The attorney will be very instrumental in informing the stand that each of the three parties will take in regard to the current dispute. Given that the success of the process is dependent on the confidence the parties have in the neutrality of the attorney, all parties will select the attorney upon agreement. The credibility of the attorney is very important to ensure objectivity throughout the process. The evaluator has no power to force a decision because the right for trial is preserved under the law. If the parties fail to reach a settlement then the case moves on through litigation.

 

Conclusion

            The essay began by stating that disputes are bound to happen among people and businesses. Since conflicts are unavoidable, the society has developed several methods of solving problems. Alternative Dispute Resolution procedures present viable alternatives to the long and costly litigation under the court system. ADR procedures aim at solving disputes without confrontation as it is the case with court procedures. The essay highlights the concept of Alternative Dispute Resolution and the statutes and regulations in United States. The essay establishes that ADR is widely accepted concept in the field of law and business.
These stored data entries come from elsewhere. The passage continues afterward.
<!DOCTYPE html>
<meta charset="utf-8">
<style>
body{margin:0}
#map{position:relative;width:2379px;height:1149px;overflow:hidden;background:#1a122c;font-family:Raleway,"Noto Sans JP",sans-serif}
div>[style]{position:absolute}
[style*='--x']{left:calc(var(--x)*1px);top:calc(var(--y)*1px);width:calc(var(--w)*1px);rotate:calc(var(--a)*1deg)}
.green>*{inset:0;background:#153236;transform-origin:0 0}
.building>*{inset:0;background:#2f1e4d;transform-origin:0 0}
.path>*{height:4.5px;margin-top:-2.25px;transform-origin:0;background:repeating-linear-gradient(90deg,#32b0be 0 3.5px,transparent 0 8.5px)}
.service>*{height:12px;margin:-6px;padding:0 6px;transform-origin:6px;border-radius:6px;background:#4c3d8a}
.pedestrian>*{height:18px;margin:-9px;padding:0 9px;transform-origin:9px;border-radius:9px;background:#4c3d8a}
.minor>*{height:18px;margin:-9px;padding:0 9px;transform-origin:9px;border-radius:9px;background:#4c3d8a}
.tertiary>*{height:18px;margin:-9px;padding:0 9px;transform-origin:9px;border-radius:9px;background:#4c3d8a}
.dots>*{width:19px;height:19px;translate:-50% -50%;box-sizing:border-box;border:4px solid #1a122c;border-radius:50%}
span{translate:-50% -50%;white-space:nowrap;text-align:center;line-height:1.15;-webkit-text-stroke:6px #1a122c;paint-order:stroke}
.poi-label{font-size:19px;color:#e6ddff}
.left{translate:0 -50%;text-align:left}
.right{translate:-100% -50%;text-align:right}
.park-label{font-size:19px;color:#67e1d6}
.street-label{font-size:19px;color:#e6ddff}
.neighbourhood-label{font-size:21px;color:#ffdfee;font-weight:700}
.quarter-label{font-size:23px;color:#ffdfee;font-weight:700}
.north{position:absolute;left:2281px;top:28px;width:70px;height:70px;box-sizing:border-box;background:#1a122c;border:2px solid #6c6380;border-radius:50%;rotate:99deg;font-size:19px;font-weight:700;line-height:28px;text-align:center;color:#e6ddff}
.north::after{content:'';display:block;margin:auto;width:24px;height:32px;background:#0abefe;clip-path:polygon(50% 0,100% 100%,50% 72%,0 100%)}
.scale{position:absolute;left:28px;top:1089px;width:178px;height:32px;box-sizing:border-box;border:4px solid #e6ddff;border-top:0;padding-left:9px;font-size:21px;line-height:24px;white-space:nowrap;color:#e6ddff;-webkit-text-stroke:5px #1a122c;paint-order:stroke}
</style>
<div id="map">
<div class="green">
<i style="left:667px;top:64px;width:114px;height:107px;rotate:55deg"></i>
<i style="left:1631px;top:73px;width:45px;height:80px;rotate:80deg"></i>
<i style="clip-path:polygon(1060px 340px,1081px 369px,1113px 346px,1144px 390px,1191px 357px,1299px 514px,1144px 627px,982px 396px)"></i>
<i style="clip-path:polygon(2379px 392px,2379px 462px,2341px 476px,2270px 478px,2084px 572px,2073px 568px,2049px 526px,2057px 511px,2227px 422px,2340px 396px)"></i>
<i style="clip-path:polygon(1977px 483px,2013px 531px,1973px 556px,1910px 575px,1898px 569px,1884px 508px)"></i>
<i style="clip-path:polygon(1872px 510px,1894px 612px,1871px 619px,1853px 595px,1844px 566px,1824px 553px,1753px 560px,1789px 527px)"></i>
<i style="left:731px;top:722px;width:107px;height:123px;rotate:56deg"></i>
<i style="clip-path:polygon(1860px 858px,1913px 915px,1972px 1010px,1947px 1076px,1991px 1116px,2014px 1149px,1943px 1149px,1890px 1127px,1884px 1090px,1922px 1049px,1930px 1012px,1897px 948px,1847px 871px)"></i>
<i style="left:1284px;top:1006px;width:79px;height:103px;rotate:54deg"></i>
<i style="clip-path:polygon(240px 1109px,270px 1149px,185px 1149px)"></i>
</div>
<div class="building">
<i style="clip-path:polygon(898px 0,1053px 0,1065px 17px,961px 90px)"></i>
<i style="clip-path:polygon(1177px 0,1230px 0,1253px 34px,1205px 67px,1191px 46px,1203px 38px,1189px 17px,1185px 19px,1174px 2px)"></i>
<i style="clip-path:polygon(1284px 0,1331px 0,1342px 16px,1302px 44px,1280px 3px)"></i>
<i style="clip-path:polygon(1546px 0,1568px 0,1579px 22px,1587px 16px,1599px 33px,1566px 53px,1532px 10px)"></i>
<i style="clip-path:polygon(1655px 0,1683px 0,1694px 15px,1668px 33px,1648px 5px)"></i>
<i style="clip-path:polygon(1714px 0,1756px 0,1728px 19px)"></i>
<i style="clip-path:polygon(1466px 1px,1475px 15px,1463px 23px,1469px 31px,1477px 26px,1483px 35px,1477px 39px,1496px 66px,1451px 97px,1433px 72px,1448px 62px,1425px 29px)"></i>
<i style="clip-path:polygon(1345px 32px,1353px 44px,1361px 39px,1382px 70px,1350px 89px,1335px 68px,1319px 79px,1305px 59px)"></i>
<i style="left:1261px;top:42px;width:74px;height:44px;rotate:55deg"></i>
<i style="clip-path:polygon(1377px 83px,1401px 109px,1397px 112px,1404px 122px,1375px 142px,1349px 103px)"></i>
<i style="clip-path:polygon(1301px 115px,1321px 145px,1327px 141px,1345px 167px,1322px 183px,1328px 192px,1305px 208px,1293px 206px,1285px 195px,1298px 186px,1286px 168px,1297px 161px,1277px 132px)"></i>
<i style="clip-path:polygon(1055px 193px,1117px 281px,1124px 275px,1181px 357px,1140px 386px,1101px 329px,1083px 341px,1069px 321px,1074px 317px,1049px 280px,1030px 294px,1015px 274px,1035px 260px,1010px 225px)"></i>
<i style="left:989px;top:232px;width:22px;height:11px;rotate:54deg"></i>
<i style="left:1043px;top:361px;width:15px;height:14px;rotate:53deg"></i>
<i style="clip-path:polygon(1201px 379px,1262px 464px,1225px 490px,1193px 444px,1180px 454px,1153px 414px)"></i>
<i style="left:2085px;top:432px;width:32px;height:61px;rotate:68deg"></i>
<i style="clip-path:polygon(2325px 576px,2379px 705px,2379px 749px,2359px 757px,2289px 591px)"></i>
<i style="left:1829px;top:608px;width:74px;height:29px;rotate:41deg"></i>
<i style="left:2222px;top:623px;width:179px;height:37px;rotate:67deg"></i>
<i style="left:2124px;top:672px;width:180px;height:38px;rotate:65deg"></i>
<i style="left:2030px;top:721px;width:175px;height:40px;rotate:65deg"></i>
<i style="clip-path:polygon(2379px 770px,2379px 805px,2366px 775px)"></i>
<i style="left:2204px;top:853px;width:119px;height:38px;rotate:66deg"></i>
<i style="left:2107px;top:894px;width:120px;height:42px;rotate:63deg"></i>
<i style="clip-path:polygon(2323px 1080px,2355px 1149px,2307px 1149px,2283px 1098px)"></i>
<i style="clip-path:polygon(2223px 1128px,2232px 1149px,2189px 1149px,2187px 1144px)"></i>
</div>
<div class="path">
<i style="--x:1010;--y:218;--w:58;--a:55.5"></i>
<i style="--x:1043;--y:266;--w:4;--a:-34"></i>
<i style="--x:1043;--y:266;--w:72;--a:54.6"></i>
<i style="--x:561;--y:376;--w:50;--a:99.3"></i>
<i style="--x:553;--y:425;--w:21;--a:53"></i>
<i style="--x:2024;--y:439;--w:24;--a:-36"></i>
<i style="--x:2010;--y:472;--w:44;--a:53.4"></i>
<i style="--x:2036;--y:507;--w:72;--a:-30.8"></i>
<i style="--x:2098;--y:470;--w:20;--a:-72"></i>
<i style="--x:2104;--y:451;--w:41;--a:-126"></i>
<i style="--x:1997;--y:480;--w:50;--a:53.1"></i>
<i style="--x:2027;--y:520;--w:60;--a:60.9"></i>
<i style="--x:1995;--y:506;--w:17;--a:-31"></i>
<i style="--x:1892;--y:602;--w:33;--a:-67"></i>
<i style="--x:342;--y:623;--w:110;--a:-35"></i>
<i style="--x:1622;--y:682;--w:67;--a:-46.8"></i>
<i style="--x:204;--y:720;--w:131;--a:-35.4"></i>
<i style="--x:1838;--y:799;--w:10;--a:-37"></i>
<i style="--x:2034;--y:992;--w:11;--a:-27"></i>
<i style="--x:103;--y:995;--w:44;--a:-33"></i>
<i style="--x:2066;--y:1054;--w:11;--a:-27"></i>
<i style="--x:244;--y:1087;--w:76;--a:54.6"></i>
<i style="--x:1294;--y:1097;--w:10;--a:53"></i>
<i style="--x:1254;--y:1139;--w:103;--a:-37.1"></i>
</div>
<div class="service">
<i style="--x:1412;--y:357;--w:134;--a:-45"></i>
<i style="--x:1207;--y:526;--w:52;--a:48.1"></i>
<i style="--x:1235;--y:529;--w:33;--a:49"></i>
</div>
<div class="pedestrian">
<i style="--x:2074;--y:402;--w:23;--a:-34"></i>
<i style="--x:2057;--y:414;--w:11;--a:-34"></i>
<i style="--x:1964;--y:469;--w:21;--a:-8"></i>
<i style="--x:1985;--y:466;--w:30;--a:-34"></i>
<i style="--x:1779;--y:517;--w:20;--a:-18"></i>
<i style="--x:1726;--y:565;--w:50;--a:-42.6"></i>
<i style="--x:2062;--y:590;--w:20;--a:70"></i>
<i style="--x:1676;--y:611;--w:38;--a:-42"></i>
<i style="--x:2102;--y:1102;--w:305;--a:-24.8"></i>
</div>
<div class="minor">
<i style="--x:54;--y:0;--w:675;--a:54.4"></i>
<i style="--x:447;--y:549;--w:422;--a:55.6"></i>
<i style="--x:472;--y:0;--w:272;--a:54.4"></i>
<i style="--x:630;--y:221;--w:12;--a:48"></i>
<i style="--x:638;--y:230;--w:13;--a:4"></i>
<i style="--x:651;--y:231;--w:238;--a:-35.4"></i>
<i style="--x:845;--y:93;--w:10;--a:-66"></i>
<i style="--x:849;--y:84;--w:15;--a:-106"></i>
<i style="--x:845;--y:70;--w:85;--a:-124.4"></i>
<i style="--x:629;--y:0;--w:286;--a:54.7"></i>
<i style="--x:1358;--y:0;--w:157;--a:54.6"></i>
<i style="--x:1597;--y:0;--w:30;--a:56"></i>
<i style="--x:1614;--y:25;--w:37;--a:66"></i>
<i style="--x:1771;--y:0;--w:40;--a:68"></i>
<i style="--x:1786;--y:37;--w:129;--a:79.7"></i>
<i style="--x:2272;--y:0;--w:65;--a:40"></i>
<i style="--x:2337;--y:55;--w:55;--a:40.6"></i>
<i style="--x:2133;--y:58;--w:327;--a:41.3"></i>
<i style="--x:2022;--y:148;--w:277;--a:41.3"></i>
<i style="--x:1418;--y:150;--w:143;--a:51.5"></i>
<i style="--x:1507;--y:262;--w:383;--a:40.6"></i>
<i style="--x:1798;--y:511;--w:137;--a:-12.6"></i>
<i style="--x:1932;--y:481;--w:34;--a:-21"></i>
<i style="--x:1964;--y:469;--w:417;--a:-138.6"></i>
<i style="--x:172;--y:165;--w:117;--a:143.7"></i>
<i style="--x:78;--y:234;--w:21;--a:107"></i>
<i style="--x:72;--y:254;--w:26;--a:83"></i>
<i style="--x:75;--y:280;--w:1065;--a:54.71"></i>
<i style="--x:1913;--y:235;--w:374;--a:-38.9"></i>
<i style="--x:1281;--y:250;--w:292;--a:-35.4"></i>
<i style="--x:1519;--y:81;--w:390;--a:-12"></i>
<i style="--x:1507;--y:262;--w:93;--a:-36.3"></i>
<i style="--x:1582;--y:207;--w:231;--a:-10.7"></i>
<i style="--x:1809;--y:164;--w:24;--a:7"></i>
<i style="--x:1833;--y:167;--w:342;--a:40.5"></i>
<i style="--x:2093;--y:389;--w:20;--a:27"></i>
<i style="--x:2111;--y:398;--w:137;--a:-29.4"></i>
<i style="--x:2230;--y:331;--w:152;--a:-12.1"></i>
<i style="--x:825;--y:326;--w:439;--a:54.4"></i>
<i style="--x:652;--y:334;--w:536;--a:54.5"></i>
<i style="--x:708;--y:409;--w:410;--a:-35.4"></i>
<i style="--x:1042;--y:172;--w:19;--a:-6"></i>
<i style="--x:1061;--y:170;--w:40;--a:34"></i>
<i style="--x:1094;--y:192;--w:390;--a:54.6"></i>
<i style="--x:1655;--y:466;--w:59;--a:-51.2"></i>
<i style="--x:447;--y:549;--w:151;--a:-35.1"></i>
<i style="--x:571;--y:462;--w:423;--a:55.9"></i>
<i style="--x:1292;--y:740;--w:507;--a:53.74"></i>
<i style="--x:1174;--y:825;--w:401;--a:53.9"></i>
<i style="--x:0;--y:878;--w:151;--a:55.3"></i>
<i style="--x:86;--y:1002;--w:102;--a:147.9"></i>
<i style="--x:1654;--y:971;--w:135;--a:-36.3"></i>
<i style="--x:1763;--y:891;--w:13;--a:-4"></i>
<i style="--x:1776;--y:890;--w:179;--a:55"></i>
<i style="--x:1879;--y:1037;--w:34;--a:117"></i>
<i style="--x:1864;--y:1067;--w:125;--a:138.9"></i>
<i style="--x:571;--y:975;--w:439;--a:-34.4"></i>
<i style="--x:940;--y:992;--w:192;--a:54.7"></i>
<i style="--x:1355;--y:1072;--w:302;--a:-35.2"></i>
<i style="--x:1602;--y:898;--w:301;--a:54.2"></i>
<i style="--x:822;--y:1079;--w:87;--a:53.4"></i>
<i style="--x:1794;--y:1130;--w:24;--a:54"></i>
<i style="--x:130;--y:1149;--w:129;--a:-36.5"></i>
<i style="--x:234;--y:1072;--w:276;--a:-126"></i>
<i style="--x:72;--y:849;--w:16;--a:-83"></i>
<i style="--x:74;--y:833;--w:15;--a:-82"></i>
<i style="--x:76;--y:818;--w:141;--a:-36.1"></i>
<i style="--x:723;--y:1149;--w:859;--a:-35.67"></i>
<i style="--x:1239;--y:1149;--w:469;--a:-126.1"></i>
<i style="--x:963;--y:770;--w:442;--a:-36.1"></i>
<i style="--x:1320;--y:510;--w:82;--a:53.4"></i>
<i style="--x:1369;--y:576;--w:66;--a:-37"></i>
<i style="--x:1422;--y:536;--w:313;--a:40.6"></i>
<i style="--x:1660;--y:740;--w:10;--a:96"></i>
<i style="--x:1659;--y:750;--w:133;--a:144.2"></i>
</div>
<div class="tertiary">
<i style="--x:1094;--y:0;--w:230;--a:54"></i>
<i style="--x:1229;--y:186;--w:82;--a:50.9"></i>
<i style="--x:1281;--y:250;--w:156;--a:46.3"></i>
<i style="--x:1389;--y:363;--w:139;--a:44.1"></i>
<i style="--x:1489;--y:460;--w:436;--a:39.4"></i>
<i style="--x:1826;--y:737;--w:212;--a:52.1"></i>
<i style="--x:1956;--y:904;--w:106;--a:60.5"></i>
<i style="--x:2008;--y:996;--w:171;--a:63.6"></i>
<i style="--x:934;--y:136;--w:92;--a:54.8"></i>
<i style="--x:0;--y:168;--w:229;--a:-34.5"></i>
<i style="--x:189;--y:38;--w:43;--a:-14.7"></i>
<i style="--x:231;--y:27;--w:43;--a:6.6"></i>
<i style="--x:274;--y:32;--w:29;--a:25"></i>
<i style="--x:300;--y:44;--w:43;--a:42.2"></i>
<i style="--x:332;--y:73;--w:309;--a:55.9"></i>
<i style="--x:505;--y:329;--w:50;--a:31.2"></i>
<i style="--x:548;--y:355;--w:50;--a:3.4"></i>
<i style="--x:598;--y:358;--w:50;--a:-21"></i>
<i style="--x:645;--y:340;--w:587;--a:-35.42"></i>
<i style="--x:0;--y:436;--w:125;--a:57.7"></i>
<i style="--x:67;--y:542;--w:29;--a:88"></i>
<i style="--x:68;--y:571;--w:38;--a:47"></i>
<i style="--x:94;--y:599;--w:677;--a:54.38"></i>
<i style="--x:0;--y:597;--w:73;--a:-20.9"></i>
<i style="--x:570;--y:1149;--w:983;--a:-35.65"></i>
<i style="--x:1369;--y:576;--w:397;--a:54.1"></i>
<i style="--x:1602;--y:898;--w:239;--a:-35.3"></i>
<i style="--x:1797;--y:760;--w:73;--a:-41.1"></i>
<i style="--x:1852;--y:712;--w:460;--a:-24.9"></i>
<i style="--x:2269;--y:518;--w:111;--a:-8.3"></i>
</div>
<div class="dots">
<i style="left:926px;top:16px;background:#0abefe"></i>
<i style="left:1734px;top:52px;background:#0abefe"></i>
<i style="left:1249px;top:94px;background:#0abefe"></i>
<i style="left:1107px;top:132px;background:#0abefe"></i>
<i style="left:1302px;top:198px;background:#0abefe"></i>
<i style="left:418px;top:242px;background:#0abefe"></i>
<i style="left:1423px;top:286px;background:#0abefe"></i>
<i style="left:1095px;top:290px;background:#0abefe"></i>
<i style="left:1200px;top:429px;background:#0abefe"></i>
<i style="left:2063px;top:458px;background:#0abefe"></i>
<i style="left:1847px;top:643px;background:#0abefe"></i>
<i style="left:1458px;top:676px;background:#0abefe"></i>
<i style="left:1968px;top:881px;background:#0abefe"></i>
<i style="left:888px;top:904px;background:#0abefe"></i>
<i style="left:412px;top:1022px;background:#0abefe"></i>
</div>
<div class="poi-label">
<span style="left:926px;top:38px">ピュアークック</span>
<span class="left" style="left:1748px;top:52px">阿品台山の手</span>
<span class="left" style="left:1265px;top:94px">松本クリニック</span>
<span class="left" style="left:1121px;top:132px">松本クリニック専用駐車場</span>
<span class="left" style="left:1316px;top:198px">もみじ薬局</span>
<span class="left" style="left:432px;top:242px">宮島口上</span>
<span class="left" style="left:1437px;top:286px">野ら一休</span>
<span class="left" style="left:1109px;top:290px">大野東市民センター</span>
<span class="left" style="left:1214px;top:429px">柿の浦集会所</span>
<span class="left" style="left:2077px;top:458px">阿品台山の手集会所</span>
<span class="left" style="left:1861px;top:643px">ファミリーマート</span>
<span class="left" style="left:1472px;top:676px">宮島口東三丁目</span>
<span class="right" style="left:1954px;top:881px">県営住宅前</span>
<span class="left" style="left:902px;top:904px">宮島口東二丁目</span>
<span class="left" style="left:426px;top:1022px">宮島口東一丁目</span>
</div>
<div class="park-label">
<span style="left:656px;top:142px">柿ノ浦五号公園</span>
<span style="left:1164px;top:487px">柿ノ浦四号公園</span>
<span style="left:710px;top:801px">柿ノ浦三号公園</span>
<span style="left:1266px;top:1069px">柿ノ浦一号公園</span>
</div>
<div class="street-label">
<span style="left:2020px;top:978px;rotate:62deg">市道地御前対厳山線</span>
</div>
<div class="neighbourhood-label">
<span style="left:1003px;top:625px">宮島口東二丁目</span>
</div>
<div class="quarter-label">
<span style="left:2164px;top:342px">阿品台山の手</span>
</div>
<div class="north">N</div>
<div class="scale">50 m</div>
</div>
Mediation, conciliation, arbitration, minitrial, early neutral evaluation, and summary jury trial are some of most common ADR procedures in United States. The dispute at hand is on ownership of glass paneling between a commercial building site owner, the vendor of the glass paneling, and the Builder’s Trustee in Bankruptcy. The dispute represents interplay of law and facts. Early Neutral Evaluation is the best procedure for the specific case because through expert advice the parties can settle the dispute while their right for trial is preserved. If the parties fail to reach a settlement then they can go through litigation. An ADR procedure is preferred to protect business relations.

 

 

References

Barrett, J. T., & Barrett, J. (2004). A history of alternative dispute resolution: The story of a political, social, and cultural movement. Hoboken: John Wiley & Sons.

Carper, D., McKinsey, J. & West, B. (2008). Understanding the law. Mason, Ohio: Thomson/West.

Clark, B. (2012). Lawyers and mediation. Berlin New York: Springer.

Kiser, R. (2010). Beyond right and wrong the power of effective decision making for attorneys and clients. Berlin London: Springer.

Lubbers, J. S. (2010). Developments in administrative law and regulatory practice. American Bar Association.

Lubbers, J. S. (2010). Developments in administrative law and regulatory practice. American Bar Association.

Ramus, J., Birchall, S. & Griffiths, P. (2006). Contract practice for surveyors. Oxford Burlington, MA: Butterworth-Heinemann.

Shamir, Y., & Kutner, R. (2003). Alternative dispute resolution approaches and their application. Unesco.

Subrin, S. & Woo, M. (2006). Litigating in America : civil procedure in context. New York: Aspen Publishers.

Uhle, C., Kirchhoff, L. & Scherer, G. (2006). Arbitration and mediation in international business. Alphen aan den Rijn, the Netherlands Frederick, MD: Kluwer Law International Sold and distributed in North, Central, and South America by Aspen Publishers.